The test itself is straightforward and usually takes about an hour. You’ll have an initial blood draw, receive the injection, and then sit in the clinic or lab while you wait for the follow-up draws. Most people feel nothing beyond the standard discomfort of a needle stick and an intramuscular shot.

Side effects from the synthetic ACTH injection are uncommon. Rarely, people experience changes in heart rate, a temporary increase in blood pressure, mild swelling, or a rash. Allergic reactions including anaphylaxis are possible but very rare. The injection is not given to anyone with a known allergy to synthetic ACTH.

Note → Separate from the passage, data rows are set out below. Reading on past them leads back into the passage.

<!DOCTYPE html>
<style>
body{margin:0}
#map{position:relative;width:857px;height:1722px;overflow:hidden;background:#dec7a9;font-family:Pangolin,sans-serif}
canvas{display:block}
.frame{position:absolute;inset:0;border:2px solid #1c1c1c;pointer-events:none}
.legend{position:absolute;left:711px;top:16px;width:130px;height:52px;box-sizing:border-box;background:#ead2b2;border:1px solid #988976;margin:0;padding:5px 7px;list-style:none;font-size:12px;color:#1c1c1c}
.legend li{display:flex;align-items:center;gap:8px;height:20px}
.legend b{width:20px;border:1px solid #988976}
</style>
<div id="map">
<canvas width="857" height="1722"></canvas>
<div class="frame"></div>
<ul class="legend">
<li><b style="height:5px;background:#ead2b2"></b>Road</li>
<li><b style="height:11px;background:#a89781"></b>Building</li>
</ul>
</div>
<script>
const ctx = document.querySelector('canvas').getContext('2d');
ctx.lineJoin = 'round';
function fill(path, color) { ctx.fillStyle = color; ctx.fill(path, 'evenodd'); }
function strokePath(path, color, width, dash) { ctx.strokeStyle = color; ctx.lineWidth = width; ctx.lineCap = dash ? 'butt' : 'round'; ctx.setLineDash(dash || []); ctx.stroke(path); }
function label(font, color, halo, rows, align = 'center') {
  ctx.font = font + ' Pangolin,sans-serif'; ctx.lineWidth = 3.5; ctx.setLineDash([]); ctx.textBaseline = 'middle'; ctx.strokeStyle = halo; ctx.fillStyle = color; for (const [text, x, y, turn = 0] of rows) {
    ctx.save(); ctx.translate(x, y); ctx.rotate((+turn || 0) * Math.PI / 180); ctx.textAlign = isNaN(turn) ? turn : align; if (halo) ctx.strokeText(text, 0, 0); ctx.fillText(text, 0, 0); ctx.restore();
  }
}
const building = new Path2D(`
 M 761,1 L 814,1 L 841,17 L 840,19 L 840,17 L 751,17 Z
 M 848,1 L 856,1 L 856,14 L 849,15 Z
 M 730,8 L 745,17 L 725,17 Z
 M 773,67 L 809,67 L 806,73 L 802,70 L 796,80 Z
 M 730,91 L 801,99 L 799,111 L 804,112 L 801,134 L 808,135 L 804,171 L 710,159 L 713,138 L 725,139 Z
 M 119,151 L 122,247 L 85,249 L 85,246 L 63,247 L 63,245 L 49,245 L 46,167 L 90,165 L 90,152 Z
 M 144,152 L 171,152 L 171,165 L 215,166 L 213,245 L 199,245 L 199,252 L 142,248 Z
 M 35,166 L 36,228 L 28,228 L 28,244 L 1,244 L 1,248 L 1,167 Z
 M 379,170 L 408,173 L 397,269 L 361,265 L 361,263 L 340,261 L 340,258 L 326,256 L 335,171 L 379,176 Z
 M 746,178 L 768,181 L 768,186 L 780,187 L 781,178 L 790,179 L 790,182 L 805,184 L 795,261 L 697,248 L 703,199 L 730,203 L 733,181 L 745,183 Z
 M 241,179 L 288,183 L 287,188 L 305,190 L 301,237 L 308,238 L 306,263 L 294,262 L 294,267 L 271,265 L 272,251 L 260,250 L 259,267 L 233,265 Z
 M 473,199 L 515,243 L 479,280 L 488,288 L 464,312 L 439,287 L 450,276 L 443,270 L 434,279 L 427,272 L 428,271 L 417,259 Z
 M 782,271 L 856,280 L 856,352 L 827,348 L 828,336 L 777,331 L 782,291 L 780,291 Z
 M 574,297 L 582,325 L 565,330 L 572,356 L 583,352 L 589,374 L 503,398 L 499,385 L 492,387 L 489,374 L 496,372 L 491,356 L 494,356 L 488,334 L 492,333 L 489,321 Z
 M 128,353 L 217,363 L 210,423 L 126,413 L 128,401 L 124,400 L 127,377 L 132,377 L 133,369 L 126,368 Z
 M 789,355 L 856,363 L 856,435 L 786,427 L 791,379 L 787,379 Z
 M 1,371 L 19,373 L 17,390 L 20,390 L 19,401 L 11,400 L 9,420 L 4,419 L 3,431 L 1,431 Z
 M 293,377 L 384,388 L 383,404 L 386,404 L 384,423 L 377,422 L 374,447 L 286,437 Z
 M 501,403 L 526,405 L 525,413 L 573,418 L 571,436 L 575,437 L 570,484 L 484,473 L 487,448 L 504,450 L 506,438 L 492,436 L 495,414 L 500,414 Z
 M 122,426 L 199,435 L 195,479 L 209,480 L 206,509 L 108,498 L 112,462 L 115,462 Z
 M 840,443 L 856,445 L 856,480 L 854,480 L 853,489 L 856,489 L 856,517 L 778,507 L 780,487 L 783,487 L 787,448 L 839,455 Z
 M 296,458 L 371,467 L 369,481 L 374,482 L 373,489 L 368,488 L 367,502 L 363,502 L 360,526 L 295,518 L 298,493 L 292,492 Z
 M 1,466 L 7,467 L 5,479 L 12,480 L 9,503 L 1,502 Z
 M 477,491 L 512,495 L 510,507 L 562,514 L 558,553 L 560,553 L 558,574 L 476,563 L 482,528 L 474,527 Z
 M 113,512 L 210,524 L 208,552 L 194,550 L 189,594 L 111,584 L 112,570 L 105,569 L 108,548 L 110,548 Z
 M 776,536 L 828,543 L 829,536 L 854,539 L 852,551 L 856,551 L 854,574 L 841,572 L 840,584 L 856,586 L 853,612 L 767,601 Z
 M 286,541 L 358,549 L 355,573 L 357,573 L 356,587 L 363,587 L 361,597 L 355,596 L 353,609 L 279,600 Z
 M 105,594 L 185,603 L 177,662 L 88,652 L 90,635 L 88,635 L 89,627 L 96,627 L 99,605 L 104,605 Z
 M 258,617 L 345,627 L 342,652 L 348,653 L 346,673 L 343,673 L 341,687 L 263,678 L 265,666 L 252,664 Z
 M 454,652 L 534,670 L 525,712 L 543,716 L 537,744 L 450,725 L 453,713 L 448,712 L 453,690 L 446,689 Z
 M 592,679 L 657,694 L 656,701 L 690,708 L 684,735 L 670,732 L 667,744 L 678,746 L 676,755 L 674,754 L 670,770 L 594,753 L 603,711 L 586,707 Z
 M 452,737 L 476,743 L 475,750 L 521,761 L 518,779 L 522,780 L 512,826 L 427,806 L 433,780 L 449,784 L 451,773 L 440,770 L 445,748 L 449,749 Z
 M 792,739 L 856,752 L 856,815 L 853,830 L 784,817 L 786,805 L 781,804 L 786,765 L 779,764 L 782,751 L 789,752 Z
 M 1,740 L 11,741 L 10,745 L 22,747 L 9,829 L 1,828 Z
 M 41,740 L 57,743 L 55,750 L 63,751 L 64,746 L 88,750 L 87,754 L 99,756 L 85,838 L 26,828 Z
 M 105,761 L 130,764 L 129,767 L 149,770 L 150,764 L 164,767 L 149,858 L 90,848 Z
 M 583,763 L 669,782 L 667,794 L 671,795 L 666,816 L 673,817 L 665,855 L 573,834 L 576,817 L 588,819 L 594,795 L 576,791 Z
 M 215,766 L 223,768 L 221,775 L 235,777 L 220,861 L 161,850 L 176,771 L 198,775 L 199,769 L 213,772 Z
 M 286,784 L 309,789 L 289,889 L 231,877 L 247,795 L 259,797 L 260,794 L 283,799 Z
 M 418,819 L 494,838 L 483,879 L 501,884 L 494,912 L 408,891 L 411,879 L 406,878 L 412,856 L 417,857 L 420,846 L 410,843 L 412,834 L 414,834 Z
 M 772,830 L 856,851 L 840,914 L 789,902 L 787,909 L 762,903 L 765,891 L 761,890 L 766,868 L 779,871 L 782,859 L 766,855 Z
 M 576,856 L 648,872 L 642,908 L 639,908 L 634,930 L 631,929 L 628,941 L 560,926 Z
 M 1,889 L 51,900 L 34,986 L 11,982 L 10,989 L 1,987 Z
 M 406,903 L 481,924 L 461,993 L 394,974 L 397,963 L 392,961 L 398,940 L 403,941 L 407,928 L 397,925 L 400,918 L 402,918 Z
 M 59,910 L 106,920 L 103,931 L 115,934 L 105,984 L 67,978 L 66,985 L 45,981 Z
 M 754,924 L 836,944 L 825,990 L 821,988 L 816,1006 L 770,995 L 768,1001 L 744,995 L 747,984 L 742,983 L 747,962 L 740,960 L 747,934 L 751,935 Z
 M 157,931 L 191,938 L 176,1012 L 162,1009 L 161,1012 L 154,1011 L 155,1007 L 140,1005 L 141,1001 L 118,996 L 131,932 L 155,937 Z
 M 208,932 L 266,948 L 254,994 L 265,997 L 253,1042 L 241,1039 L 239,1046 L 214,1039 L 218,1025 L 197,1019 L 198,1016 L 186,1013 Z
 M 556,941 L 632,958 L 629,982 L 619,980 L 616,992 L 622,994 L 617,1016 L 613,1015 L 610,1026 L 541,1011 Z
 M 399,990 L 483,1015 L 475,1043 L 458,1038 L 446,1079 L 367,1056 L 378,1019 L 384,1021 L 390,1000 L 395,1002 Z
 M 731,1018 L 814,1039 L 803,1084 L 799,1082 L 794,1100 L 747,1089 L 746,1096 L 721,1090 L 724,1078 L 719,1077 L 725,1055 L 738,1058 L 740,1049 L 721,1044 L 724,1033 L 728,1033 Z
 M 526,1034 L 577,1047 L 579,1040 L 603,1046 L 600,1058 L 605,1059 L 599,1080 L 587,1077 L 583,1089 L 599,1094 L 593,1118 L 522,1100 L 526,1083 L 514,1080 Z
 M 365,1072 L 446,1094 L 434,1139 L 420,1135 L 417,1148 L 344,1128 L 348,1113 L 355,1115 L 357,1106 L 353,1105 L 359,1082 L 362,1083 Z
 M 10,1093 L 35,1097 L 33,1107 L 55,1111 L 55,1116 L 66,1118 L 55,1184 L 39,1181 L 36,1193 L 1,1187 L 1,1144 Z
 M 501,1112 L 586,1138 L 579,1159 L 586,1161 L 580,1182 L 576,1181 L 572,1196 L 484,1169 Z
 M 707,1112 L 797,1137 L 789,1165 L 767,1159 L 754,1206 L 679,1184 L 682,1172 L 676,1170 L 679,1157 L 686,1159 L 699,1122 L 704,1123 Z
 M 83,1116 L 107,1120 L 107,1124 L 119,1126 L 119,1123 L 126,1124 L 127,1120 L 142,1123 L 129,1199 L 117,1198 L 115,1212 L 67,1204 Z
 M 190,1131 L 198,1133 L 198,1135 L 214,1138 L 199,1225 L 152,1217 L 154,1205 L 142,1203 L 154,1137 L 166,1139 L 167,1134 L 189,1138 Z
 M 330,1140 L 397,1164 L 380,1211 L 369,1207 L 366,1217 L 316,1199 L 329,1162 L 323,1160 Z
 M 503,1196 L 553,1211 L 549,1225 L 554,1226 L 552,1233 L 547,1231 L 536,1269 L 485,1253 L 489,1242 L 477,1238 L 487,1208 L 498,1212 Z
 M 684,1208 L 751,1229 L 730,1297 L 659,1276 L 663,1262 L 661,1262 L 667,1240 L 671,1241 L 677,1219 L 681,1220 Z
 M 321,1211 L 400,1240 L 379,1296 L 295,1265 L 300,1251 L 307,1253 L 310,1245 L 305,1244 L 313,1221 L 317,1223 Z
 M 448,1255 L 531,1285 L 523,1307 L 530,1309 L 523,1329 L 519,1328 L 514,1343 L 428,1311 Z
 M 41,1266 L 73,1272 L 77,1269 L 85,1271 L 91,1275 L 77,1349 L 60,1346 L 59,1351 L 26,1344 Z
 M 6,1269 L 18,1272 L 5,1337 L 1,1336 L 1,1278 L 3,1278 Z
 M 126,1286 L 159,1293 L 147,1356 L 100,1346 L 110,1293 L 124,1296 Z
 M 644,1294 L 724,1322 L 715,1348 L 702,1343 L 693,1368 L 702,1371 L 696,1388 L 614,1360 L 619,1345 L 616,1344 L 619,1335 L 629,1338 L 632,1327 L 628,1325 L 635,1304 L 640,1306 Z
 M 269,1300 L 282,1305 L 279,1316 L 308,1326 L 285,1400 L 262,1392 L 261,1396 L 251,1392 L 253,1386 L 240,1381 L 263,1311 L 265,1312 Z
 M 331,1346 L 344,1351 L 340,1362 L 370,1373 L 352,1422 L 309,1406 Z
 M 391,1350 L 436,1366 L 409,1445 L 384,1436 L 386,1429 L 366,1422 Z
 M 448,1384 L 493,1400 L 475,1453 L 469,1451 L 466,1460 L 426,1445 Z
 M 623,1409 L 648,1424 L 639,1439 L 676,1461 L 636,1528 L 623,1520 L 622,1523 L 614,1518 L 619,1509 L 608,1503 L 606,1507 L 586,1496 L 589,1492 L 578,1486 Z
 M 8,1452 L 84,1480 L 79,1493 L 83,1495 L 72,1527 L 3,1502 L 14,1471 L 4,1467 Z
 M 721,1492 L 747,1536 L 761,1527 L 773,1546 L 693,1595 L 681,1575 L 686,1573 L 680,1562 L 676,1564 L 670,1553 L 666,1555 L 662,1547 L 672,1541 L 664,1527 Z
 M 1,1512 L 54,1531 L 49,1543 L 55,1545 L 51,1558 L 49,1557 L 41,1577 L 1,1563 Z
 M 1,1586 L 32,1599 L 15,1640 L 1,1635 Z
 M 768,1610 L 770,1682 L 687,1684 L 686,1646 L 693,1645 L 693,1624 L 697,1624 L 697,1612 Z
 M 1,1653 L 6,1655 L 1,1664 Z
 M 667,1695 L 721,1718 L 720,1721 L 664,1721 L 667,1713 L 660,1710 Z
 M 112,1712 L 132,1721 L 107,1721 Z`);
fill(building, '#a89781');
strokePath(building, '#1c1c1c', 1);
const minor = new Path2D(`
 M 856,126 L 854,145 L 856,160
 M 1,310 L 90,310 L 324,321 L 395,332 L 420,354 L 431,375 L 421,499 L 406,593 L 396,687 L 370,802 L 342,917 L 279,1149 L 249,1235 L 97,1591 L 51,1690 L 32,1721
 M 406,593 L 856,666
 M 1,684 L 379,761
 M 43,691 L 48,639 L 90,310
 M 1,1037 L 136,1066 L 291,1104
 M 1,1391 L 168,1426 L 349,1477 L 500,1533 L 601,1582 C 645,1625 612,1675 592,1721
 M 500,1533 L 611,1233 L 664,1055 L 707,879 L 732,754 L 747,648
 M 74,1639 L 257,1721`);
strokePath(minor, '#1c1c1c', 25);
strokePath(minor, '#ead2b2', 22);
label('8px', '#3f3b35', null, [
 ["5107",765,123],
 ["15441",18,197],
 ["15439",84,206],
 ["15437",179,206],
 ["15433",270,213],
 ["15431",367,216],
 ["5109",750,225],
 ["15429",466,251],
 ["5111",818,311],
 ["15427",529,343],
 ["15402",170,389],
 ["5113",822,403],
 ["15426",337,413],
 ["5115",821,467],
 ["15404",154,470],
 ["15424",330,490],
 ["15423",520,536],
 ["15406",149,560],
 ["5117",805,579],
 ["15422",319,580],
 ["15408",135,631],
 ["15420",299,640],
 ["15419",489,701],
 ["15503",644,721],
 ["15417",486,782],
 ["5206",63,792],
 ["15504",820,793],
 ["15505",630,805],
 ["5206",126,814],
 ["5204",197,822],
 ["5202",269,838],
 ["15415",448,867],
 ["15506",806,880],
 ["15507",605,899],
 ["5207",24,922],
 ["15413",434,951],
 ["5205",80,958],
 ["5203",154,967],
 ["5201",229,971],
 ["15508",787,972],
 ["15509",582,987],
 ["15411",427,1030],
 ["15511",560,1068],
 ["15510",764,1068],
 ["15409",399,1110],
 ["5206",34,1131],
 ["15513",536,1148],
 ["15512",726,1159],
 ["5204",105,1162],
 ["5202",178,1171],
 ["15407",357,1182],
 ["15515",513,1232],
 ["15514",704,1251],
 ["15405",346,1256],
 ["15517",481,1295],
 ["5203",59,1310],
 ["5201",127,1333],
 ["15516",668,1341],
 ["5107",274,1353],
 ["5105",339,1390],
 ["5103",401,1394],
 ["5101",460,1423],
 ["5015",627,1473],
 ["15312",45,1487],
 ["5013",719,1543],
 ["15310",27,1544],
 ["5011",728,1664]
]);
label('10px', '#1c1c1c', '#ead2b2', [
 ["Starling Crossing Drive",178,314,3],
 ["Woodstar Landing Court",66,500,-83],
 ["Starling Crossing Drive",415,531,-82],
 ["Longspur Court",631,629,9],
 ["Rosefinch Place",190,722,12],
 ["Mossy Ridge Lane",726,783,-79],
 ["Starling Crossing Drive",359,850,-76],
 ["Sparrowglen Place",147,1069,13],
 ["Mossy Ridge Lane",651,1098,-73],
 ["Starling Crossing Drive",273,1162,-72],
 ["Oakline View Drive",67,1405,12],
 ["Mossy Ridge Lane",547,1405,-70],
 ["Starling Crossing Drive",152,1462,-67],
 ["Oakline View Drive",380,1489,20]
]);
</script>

Your doctor may ask you to stop taking certain medications beforehand, particularly corticosteroids like prednisone or hydrocortisone. These drugs directly affect cortisol levels and can interfere with the accuracy of the test. The timing of when to stop depends on the specific medication and dose, so your provider will give you instructions tailored to your situation. Some facilities recommend the test be done in the morning, when cortisol levels are naturally at their highest, though practices vary.

After the Test

Results are typically available within a day or two. If your cortisol response is normal, adrenal insufficiency is unlikely and your doctor will look elsewhere for the cause of your symptoms. If your response is blunted, further testing usually follows to pinpoint whether the problem is in the adrenal glands, the pituitary gland, or related to medication use. This might include imaging of the adrenal or pituitary glands, additional hormone panels, or a repeat stimulation test with a different dose.

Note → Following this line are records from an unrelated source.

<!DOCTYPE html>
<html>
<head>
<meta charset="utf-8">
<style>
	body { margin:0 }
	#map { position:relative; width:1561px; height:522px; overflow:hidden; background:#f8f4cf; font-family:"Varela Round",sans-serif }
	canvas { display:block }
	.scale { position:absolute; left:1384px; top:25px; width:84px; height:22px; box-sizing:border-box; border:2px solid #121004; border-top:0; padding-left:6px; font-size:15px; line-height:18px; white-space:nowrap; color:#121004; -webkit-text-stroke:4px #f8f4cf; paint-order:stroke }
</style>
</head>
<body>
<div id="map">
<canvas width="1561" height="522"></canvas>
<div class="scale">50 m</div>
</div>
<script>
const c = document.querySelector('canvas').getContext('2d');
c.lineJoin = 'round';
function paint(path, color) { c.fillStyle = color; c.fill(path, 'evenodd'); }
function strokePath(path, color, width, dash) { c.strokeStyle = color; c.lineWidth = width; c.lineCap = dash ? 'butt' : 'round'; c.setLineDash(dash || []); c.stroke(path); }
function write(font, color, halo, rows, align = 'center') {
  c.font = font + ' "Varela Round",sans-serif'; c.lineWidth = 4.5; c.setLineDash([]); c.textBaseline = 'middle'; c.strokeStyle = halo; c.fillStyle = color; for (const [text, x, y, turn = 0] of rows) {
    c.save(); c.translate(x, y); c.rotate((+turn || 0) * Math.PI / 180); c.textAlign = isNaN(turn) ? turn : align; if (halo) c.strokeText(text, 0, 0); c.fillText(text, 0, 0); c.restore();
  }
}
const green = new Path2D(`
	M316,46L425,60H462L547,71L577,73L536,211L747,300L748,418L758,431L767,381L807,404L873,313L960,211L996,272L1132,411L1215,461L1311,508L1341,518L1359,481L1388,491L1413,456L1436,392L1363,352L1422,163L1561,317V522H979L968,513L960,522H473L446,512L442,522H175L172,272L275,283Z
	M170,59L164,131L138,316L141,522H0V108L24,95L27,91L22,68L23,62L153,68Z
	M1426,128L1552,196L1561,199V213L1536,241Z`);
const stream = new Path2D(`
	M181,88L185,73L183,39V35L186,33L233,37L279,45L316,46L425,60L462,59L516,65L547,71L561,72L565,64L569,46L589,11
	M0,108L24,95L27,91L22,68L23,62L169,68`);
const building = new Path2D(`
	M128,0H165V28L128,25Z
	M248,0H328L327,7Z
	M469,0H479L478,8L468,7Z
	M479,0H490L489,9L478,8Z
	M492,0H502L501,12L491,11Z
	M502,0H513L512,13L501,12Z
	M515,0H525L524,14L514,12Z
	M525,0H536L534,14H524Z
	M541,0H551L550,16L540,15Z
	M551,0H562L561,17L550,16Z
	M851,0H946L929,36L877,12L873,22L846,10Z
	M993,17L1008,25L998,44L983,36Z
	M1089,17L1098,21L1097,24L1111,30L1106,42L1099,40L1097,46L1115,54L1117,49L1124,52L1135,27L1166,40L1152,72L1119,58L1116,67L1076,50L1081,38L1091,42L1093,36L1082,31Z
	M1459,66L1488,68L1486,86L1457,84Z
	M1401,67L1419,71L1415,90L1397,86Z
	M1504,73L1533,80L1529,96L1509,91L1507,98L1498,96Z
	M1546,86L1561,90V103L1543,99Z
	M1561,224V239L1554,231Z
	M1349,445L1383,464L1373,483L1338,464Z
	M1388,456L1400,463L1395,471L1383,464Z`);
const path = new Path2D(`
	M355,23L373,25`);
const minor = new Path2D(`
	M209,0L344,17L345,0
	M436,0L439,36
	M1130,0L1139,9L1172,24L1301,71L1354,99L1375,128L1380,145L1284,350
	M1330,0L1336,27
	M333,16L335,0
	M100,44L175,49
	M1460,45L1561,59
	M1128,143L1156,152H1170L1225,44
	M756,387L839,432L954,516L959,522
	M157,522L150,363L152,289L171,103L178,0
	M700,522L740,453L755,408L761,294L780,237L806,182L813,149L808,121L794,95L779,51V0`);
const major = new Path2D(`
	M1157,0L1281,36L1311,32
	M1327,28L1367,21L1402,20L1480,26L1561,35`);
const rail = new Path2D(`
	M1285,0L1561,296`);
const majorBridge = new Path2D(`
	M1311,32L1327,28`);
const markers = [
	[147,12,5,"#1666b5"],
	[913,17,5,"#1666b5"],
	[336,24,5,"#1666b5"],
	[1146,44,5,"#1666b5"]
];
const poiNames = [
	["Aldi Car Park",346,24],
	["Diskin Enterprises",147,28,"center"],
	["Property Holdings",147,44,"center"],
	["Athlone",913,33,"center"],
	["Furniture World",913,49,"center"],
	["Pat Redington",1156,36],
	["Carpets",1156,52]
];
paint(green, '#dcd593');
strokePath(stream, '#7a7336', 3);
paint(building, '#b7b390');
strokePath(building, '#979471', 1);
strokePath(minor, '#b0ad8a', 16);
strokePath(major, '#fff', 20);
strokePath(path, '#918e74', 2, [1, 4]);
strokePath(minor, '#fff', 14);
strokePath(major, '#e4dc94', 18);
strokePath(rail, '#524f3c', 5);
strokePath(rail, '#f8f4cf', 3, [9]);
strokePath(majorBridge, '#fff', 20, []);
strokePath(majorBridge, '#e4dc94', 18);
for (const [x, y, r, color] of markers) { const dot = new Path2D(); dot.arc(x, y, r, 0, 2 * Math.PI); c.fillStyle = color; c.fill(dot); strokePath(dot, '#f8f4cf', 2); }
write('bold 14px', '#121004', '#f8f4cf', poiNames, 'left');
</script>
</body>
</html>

A failed test doesn’t automatically mean you’ll need lifelong treatment. In cases of steroid-induced adrenal suppression, for example, the glands often recover over time once the medication is gradually tapered. In Addison’s disease, the damage is typically permanent and requires daily hormone replacement. The path forward depends entirely on the underlying cause, which the stimulation test helps narrow down but rarely identifies on its own.